The ENCODE project (Bernstein, 2012) provided a wealth of genomic landmarks that were systematically integrated to segment the genome into seven major classes: transcription start site and predicted promotor region (TSS) (1.2%), predicted promotor flanking region (PF) (0.7%), predicted enhancer (E) (1.8%), predicted weak enhancer (WE) (2.5%), CTCF-enriched element (0.1%), predicted transcribed region (T) (19.3%) and, predicted repressed or low-activity region (R) (69.6%).

 

DHS (DNase Hypersensitivity Sites): Hypersensitivity sites are those areas on the DNA where there is no interference from histone molecules. ENCODE identified 200,000 sites per cell type. It also identified three million places where transcription factors bind to these 200,000 open sites.

 

DNaseI footprinting detects DNA sequences that are protected from cleavage by DNaseI because they are bound by regulatory factors.

 

eQTLs correlate with gene expression levels. A substantial proportion of causative eQTLs (app. 40%) are in regions of active chromatin (open chromatin, DNaseI footprints and ChIP-seq peaks), and active binding sites for immune-related transcription factors (Jun-D, NFkB) are among the most highly eQTL-enriched regions (Gaffney, 2012). As many as 55% of eQTLs are also ‘DNase I sensitivity quantitative trait loci’ (dsQTLs).

 

Enhancers are one of the seven major genomic landmarks involved in gene regulatory activities as described by the ENCODE project. They are distal cis-regulatory elements that carry sequence information for transcription factor binding, regulate gene expression regardless of location and orientation (including trans effects), and control tissue-specific gene expression. Enhancers can be recognized by their DNase I sensitivity, methylation status and unique histone modifications. They are usually located in intergenic regions, but may also be in exons.. In mice, global chromatin connectivity maps reveal approximately 40,000 long-range promoter-enhancer interactions (Zhang, 2013). Most of the enhancers associate with promoters locate beyond their nearest genes (less than 10% of enhancers interact with the promoter of the nearest gene (Gorkin, 2014)); thus, the linear juxtaposition is not the only guiding principle driving enhancer target selection (Zhang, 2013). Promoter-enhancer interactions exhibit high cell-type specificity (Zhang, 2013). Methylation levels also influence enhancer activity. As an example, breast cancer GWAS hits are enriched for enhancer methylation sites correlated with intertumor expression variation (Aran D & Hellman A, 2013). Many enhancer sites predict gene expression levels better than promoter methylation.

 

Tissue specificity of enhancers and nearby gene expression increase with enhancer length; neighborhoods containing stretch enhancers are enriched for important cell type-specific genes; and GWAS variants associated with traits relevant to a particular cell type are more enriched in stretch enhancers compared with short enhancers (Parker, 2013).

 

Transcription factor binding to enhancer elements is critical for gene expression regulation. Enhancers are often found in noncoding sequences in close proximity to the gene that they regulate, and may even be on another chromosome. In mice, almost 7% of enhancers overlap coding exons. Thus, exonic sequences may also function in the regulation of nearby genes.
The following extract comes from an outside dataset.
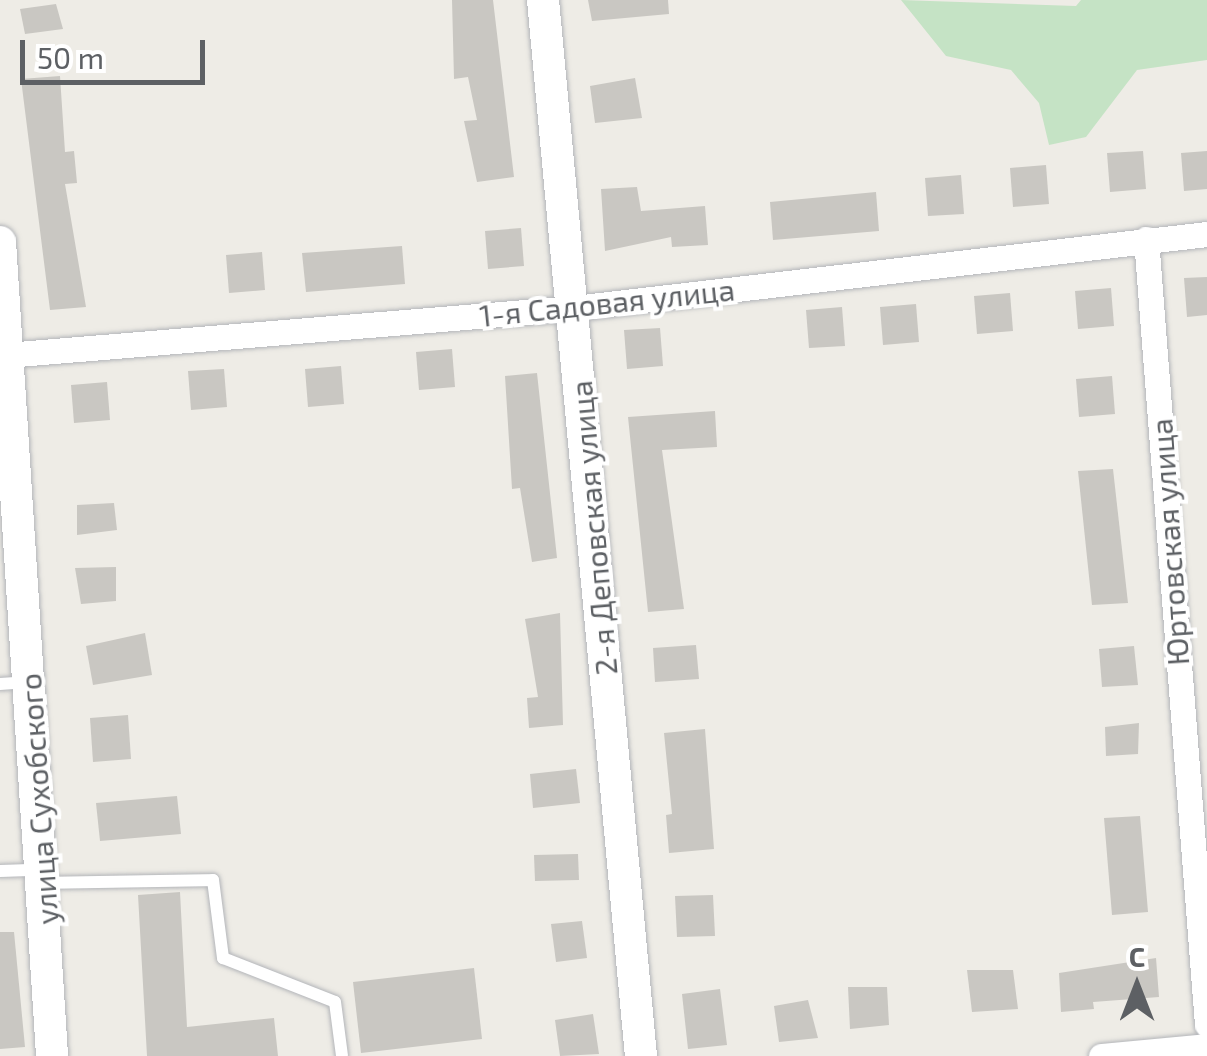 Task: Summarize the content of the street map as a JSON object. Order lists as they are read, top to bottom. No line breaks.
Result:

An implication of this finding is that phenotypes seen in genetic knockout animals may be the result of not only the lack of expression of the deleted gene, but also alterations in the expression of genes that are regulated by enhancers in the deleted exons, which may be even on a different chromosome (Birnbaum, 2012).

 

Functional elements predicted from chromatin-state annotations tend to span even larger regions (e.g., the median length of enhancer states is 600 bp, although the driver nucleotides can be similarly few.

 

According to the ‘‘multiple enhancer variant’’ hypothesis for GWAS traits, several correlated variants impact multiple enhancers and cooperatively affect gene expression (Corradin, 2014).

 

Protein-coding genes: Genes that code for peptides. The current human protein-coding gene number is around 20,000. See the latest statistics in GENCODE, HGNC, VEGA and NCBI. As of 2016, there are more non-coding RNA genes than protein-coding genes in the human genome.

 

Only 1% of the mammalian genome carries protein-coding potential, yet 70 to 90% is transcribed at some point during development to produce a large transcriptome of long noncoding RNA (lncRNA, defined as RNA > 100 nucleotides in length) (Willingham, 2005; ENCODE Cconsortium, 2004; Carninci, 2005; Bertone, 2004) -mostly to produce a large transcriptome of long noncoding RNA (lncRNA). Some estimate total membership to exceed 200,000, whereas others suggest fewer than 10,000. The ENCODE project has revealed an enormous complexity, with ~10 isoforms overlapping any previously annotated genes, thereby challenging the traditional definition of a gene. Although there is now little doubt that pervasive transcription occurs, whether this activity is universally functional is unknown. These transcripts are often poorly conserved, unstable, and/or present in few copies (Lee, 2012).

 

ENCODE Consortium studies showed that for most GWAS associations, the functional SNP most strongly supported by experimental evidence is a SNP in linkage disequilibrium with the associated (lead) SNP rather than the associated (lead) SNP itself (Schaub, 2012).

 

SNPs reported in the GWAS catalog have on average 5% chance of being the causal SNP (Farh, 2014).

 

GWAS hits are typically distant (median 14kb) from causal SNPs, and many are not in tight LD (Farh, 2014). Nearest genes of GWAS SNPs might frequently be misleading functional candidates as the target genes (Kirsten, 2015).

 

Only as little as 7% of disease-associated SNPs maps to protein-coding regions, while the remaining (70-93%) are located in non-coding regulatory regions (Hindorff, 2009; Maurano, 2012; Ernst, 2011). Thus, GWAS risk loci are enriched in genomic regions with many expression quantitative trait loci (eQTLs) and open chromatins (DHS regions).

 

Trait-associated SNPs are more likely to be eQTL (Dixon, 2007; Emilsson, 2008; Dimas, 2009; Nica, 2010; Nicolae, 2010; Montgomery, 2011).

 

eQTL) mapping offers a powerful approach to elucidate the genetic component underlying altered gene expression. Genetic variation can also influence gene expression through alterations in splicing, noncoding RNA expression and RNA stability.

 

eQTLs can also influence the expression levels of non-coding RNA genes. 75% of the SNPs affecting lincRNA expression (lincRNA cis-eQTLs) are specific to lincRNA alone and do not affect the expression of neighboring protein-coding genes. The specific genotype-lincRNA expression correlation is tissue-dependent.

 

~20% of human lincRNAs are not expressed beyond chimpanzee and are undetectable even in rhesus (Washietl, 2014).

 

A prominent role for loci of non-coding RNAs (ncRNAs) and loci of pseudogenes in the regulation of expression of coding genes in humans has been shown in a large study of human peripheral mononuclear cells (Kirsten, 2015).

 

GWAS signals are enriched with expression quantitative loci (eQTLs) in a tissue-specific manner: 50% to 90% of eQTLs are tissue dependent.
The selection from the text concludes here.